When Africanus asked who, in Hannibal’s opinion, was the greatest general, Hannibal named Alexander… as to whom he would rank second, Hannibal selected Pyrrhus… asking whom Hannibal considered third, he named himself without hesitation. Then Scipio broke into a laugh and said, “What would you say if you had defeated me?”
Like Hannibal, I wanted to rank powerful leaders in the history of warfare. Unlike Hannibal, I sought to use data to determine a general’s abilities, rather than specific accounts of generals’ achievements. The result is a system for ranking every prominent commander in military history.
Inspired by baseball sabermetrics, I opted to use a system of Wins Above Replacement (WAR). WAR is often used as an estimate of a baseball player’s contributions to his team. It calculates the total wins added (or subtracted) by the player compared to a replacement-level player. For example, a baseball player with 5 WAR contributed 5 additional wins to his team, compared to the average contributions of a high-level minor league player. WAR is far from perfect, but provides a way to compare players based on one statistic.
I adopted WAR to estimate a given military tactician’s contributions beyond or below an average general. My model, which I explain below, provides an estimate for the performance of an average general in any given circumstances. I can then evaluate a general’s quality based on how much they exceeded or fell short of a replacement general in the same circumstances (assuming a replacement general would perform at an average level). In other words, I would find the generals’ WAR, in war.
My first challenge was constructing a reliable dataset. Since I was unable to find a comprehensive dataset of historical battles, I decided to build my own. I used Wikipedia’s lists of battles as a starting point. While not comprehensive, Wikipedia’s lists include 3,580 unique battles and 6619 generals, which provided a sufficient sample to create a model. I then developed a function that could scrape key information for each battle, including all of the commanders involved in the battle, the total forces available to those commanders, and the outcome of the battle. The resulting dataset provided a large sample of battles to create a baseline (replacement-level) performance, against which I would compare the performance of individual generals.

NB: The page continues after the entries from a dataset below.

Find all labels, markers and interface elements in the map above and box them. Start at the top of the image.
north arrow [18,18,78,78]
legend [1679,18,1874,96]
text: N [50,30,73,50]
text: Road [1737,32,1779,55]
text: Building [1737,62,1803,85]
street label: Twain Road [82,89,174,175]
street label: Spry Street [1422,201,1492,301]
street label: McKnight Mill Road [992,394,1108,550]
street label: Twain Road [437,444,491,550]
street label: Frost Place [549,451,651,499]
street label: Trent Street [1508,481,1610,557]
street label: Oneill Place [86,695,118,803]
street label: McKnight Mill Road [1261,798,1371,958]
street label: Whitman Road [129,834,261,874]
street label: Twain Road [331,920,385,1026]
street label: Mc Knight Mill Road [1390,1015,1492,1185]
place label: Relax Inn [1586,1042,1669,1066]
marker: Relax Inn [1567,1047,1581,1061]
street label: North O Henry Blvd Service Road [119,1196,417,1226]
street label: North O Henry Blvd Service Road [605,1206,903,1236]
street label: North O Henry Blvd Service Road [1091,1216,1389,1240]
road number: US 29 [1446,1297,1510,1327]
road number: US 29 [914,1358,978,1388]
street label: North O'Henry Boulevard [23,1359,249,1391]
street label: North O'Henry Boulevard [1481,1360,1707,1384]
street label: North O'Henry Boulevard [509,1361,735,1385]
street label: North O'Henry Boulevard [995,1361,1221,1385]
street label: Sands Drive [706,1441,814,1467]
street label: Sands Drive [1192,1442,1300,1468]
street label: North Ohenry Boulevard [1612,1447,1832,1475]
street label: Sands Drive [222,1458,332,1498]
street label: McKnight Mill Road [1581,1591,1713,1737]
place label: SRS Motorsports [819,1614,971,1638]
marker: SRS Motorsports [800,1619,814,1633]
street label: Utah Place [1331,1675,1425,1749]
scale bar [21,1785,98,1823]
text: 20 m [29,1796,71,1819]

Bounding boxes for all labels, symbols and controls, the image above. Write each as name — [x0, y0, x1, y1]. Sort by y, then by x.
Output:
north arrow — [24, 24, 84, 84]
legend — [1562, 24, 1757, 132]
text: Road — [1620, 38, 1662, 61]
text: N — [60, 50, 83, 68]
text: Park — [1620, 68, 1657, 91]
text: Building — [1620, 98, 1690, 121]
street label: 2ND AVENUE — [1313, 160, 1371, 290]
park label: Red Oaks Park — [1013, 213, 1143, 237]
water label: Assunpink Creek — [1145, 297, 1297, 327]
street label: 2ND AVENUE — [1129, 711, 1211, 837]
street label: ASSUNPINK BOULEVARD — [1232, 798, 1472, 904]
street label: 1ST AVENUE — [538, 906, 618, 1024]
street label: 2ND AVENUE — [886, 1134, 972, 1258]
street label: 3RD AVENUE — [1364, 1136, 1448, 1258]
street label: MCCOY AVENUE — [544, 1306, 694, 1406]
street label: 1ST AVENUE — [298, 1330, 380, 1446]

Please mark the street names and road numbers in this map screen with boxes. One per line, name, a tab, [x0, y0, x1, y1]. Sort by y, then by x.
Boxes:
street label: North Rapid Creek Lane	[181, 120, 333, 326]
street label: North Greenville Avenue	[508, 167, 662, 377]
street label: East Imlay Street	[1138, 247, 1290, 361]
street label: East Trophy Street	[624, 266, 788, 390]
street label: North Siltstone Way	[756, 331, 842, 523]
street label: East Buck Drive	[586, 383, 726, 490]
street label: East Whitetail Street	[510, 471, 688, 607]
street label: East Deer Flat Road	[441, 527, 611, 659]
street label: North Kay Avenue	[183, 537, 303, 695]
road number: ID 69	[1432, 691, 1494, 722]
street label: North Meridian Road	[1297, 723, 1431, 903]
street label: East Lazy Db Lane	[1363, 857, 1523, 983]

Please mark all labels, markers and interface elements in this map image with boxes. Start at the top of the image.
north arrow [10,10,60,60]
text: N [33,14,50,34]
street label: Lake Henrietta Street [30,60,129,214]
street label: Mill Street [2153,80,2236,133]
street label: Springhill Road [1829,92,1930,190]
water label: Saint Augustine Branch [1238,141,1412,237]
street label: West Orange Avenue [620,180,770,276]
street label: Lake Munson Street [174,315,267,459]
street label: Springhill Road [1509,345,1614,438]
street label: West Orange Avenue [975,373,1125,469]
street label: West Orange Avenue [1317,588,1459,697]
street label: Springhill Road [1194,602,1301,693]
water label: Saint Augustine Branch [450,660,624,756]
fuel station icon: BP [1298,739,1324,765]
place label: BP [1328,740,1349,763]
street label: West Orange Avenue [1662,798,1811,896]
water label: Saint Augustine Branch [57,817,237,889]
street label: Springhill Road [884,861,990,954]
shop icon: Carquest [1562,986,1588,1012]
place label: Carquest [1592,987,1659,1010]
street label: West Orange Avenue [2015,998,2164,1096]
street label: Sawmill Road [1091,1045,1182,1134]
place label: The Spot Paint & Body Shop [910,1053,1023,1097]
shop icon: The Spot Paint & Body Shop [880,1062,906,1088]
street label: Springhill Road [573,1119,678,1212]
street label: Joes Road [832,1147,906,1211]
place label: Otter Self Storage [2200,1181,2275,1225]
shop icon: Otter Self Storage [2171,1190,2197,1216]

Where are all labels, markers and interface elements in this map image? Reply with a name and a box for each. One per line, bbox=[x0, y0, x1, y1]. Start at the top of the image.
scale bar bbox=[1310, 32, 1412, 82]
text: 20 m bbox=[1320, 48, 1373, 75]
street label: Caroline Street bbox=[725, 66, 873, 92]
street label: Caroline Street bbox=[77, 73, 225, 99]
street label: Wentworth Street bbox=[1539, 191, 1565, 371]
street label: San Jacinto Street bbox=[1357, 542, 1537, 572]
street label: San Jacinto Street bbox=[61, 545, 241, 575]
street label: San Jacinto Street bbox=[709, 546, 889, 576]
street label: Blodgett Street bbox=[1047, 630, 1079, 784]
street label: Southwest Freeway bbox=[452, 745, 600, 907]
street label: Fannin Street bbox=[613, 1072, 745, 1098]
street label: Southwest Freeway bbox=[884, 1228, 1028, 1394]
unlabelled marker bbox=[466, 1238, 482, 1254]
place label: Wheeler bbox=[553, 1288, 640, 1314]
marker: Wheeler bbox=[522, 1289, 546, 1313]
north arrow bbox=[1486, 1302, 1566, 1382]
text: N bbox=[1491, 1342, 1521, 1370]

Sample of battle data on Wikipedia, before scraping
Sample of battle data scraped and processed into dataframe
I then constructed a linear model from that sample of battles. For each battle, I separated the combatants’ forces into infantry, cavalry, artillery, air force, and navy. I could then weight a general’s numerical advantage or disadvantage compared to their adversary, and better isolate the general’s ability as a tactician. The resulting model was surprisingly conservative in its weights, suggesting that raw soldier quantities have a relatively small effect compared to other factors such as terrain or technology, which further research could investigate in more detail. In this project, however, the results potentially inflate the importance of a commander’s tactical acuity compared with other factors.
I was ready to rank each general and delve into the results. I did so by isolating each general’s battles, and assigning a WAR score to their performance in each battle. For instance, French Emperor Napoleon gained .49 WAR for his victory at the Battle of Borodino. Since French troops slightly outnumbered the forces of Russian Empire, the model gives a replacement general in Napoleon’s position a 51% chance of victory. The WAR system assigns Napoleon 1 win for his victory, but subtracts the chance a replacement general would have won anyway. Thus, Napoleon gains .49 wins above replacement.
The system uses a similar methodology to handle defeats. For instance, Russian general Mikhail Kutuzov, one of Napoleon’s adversaries in the Battle of Borodino, was attributed -.49 WAR from the confrontation. By suffering defeat, he achieved -1 win, but there’s a 51% chance a replacement general would have lost anyway.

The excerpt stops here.